Professional indemnity

Future insurance: against the ropes

Firms have found themselves in a more litigious environment, with companies willing to sue if their accountants fall short of their expectations

Written by Penny Sukhraj

Firms have found themselves in a more litigious environment, with companies willing to sue if their accountants fall short of their expectations, writes Penny Sukhraj

There is little doubt that capping auditor liability is going to massively reduce the chances of a Big Four firm - and any others - failing in the event of another corporate Enron-like collapse.

And with problems in long-standing areas of risk now taken care of, firms have begun to take advantage of the opportunities offered by the market to widen their services by including business advisory and corporate finance.

However, these areas of very lucrative growth have not come without an equally large amount of risk, says Patrick Strange.

Strange, an AON executive director responsible for the larger end of professional services business including accountants, says this is especially true as more clients look to their accountants to assume different roles.

'The consequence of this scenario is increased risk. The accounting profession is very competitive and has recently been engaged in several mergers. Firms are competing for limited business, even between smaller firms and the Big Four.

'There is this pressure to chase business, but the ability to absorb the business is dependent on the teams of people the firms recruit. The higher risk factor lies in their laying out investment in recruiting people who are not as good as they say they are,' says Strange.

But the level of competition in business extends beyond obtaining the best people in the field, into the ability to diversify and offer a range of services to meet business needs.

Strange says this adds another risk dynamic, especially as the new diversified services are not traditionally part of the accountant's remit.

'In order to be more successful - and this is not about low-balling - firms have to be diversified in the services they provide. However, the diversity of the client could also involve quite a high level of risk exposure. Diversity could be influenced by the geographic location in which the client operates.
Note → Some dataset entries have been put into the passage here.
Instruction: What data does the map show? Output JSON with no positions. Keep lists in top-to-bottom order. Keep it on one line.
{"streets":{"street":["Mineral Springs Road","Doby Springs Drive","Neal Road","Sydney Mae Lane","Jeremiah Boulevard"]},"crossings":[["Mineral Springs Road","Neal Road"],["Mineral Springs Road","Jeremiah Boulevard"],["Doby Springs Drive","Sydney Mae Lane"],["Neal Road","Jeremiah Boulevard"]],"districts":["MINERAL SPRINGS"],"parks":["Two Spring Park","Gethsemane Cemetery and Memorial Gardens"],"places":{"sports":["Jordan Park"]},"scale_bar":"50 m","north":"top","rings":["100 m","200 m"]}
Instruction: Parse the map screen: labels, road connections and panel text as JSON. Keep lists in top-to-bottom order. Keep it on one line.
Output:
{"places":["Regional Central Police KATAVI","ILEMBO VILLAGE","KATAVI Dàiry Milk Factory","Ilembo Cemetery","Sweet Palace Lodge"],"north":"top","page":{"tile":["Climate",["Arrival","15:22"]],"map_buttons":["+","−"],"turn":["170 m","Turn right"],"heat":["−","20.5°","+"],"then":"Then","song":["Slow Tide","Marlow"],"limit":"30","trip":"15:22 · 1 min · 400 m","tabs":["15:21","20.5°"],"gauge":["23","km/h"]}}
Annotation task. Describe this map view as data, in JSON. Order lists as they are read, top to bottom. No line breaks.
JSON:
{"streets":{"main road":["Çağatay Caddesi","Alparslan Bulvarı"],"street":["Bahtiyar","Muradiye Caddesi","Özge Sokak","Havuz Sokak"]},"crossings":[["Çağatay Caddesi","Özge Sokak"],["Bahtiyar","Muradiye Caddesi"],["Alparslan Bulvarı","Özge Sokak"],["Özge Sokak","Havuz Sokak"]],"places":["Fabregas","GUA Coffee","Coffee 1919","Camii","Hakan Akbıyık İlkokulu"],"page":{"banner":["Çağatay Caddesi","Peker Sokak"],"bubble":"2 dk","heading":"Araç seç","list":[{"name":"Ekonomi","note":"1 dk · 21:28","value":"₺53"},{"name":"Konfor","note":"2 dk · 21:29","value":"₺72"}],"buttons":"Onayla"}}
The firm has to determine whether it has the resources to deal with this.

'In the case of multi-nationals, the question that would arise is who the ultimate owner of the client is, what their aspirations are and, therefore, what expectations they have of the firm.

Roles that include basic auditing of stock and tangible goods have always been part of the accountant's responsibility, and still are across manufacturing industries.

But this role has also been affected in markets such as the UK, where businesses have less to do with tangible commodity and more to do with services and data.

'New risks have arisen from the way in which clients are devising their own business schemes. Instead of the traditional manufacturing industry, firms now have electronic data that has to be reviewed and advised upon. In a way, this places greater demands on the accountant in so far as their assessment role goes, as it comes with the risk of tampering, more so than tangible stock,' he says.

Tax will continue to be an area of high claim levels, with the more complex tax environment fuelled by an anti-avoidance regime. Strange says people are now more aggressive in their expectations of saving in tax. Even large corporations will go to the lengths of suing their accountants if they have missed a tax-saving deadline.

Managing director at Alexander Forbes, Mark Bracher, says that tax continues to be one of the areas in which the most claims are received 'because of the complexity of the tax system and the pressure that comes with keeping up to date with current and new tax legislation. Basic claims still emanate from areas in which returns are not sent in on time to those such as inappropriate tax planning advice, through to trusts,' he says.

Firms are also now asked to provide advice on industry-specific regulation.

And if this is not provided adequately, it could open up a potential floodgate of litigation.

'Firms themselves operate within a very heavy regulatory environment and need to ensure they keep themselves on top of these at all times,' says Strange.

'Clients, however, are turning to the firms more frequently, expecting them to address their industry-specific client needs.

'This could mean anything from complying with rules within a specific sector, to meeting regulatory requirements within a particular geographical region.

'We've seen few claims in business recovery and liquidator insolvency cases. I think claim trends will depend on the state of the economy and the kind of professional teams a company has on board,' says Strange.